Updated

The Bush administration on Tuesday ordered PCBs dredged from the upper Hudson River, setting in motion one of the largest such cleanup operations in the nation's history.

The final plan includes performance standards for air quality and noise but not for PCBs suspended in the river water.

"We are going forward with this important cleanup," Environmental Protection Agency Administrator Christie Whitman said Tuesday.

General Electric Co., which dumped 1.3 million pounds of PCBs into the river before the substance was banned by the federal government in 1977, bitterly opposes dredging the river bottom. The cleanup is expected to cost the company some $500 million. There was no immediate comment from a GE spokesman regarding Tuesday's announcement.
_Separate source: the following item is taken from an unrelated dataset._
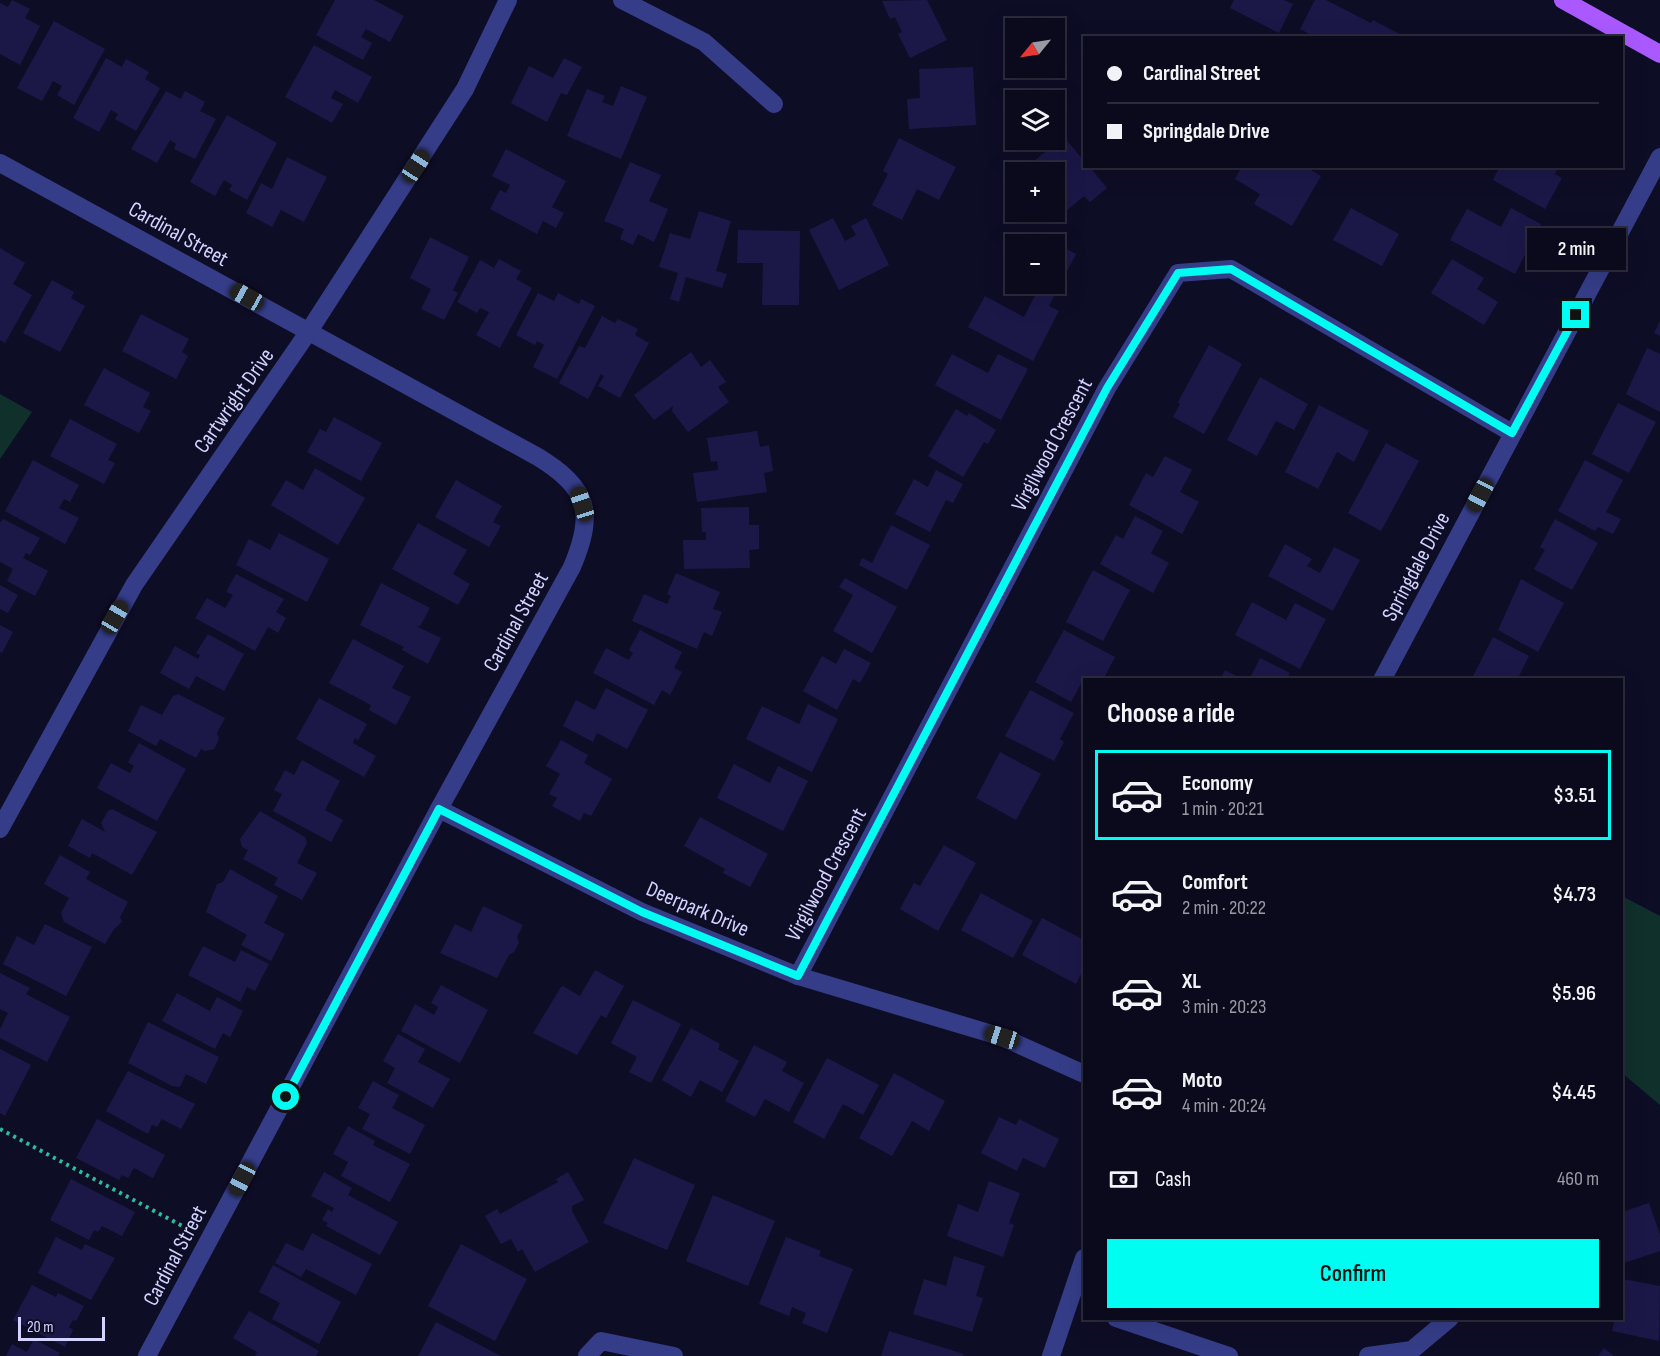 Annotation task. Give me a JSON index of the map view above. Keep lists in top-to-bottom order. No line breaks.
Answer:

The final "record of decision" from the Environmental Protection Agency mirrors the draft plan the agency endorsed over the summer. In August, Whitman announced she would go along with the Clinton administration blueprint to dredge PCB hotspots in the river north of Albany.

Gov. George Pataki, environmentalists and elected Democrats had all lobbied against including performance standards in the plan saying they could delay the cleanup and make it susceptible to legal challenges.

GE had lobbied for performance standards, which would allow officials to gauge the effectiveness of the cleanup as the it progressed. While standards for air quality and noise were included in the final plan, EPA said standards to see whether PCBs were being resuspended in the river water as the dredging progressed would be developed with public input during the design stage.

Now work begins on engineering details of the plan to dredge 2.65 million cubic yards of sediment -- which would fill about 40 football fields 30 feet deep. That could take several years.

The EPA said it transmitted its decision to state officials, who now have 15 business days to review it before it is released officially.

The decision caps a quarter century of false starts and conflicting studies over what to do with polychlorinated biphenyls, or PCBs, buried in the river bottom.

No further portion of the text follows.